## [Exercise data]

*-*-*

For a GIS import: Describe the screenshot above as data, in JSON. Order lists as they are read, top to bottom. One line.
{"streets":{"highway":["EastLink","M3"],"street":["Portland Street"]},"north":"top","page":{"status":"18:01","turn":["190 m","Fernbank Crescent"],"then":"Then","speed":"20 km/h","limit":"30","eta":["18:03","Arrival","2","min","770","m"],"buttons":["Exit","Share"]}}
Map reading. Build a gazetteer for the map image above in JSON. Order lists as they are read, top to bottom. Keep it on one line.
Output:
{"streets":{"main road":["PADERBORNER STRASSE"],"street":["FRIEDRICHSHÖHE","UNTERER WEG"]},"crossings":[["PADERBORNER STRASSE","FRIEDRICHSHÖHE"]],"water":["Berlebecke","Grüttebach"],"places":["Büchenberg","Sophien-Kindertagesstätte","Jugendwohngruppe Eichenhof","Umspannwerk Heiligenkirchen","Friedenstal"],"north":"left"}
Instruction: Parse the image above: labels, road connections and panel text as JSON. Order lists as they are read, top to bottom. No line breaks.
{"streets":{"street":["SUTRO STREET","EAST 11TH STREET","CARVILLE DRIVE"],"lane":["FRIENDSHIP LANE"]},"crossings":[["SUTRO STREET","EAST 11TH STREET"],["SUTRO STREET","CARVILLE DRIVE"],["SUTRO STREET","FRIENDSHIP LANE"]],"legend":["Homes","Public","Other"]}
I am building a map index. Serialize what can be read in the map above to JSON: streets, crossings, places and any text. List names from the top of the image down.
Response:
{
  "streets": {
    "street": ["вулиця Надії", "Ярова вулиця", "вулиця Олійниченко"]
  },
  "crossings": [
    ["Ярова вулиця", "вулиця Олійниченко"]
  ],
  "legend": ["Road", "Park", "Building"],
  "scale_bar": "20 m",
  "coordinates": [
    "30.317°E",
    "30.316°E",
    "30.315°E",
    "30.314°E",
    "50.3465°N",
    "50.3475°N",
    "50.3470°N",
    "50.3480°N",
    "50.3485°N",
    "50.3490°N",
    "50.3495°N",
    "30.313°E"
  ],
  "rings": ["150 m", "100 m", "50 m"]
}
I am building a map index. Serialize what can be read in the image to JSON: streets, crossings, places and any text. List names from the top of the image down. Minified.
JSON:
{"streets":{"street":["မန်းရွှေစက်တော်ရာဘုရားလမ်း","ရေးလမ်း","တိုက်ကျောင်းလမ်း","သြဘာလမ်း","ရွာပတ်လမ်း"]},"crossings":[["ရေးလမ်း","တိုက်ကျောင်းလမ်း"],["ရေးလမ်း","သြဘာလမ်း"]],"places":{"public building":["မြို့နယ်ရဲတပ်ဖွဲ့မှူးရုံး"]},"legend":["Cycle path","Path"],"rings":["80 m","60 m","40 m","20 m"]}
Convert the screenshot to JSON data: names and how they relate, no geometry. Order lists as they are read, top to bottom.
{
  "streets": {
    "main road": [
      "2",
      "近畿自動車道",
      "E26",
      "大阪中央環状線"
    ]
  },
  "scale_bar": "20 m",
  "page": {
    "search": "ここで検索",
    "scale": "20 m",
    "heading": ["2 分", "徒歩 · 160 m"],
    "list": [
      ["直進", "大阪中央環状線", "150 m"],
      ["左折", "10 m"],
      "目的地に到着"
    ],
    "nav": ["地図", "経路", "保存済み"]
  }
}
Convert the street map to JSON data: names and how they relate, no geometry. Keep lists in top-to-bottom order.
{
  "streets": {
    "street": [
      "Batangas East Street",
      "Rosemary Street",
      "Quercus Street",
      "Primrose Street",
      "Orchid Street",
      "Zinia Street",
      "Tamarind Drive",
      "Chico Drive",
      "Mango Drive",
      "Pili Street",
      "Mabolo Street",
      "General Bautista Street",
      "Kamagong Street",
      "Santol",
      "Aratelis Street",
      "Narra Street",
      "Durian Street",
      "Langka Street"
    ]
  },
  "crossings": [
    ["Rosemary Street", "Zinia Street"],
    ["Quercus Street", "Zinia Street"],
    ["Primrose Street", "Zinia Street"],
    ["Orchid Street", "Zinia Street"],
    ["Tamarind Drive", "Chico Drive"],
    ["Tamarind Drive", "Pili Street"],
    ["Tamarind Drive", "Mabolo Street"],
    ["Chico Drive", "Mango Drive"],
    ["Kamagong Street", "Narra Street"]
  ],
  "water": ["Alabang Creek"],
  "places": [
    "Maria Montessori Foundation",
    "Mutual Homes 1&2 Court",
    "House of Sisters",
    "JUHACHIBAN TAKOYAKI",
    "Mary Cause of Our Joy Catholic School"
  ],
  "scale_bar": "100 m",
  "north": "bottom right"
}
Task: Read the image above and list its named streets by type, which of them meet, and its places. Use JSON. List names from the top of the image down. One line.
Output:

*-*-*

## [Exercise prompt]
Above are the entries; copy out every line among them that contains the word "what".

## [Output below]
I am building a map index. Serialize what can be read in the map above to JSON: streets, crossings, places and any text. List names from the top of the image down.
I am building a map index. Serialize what can be read in the image to JSON: streets, crossings, places and any text. List names from the top of the image down. Minified.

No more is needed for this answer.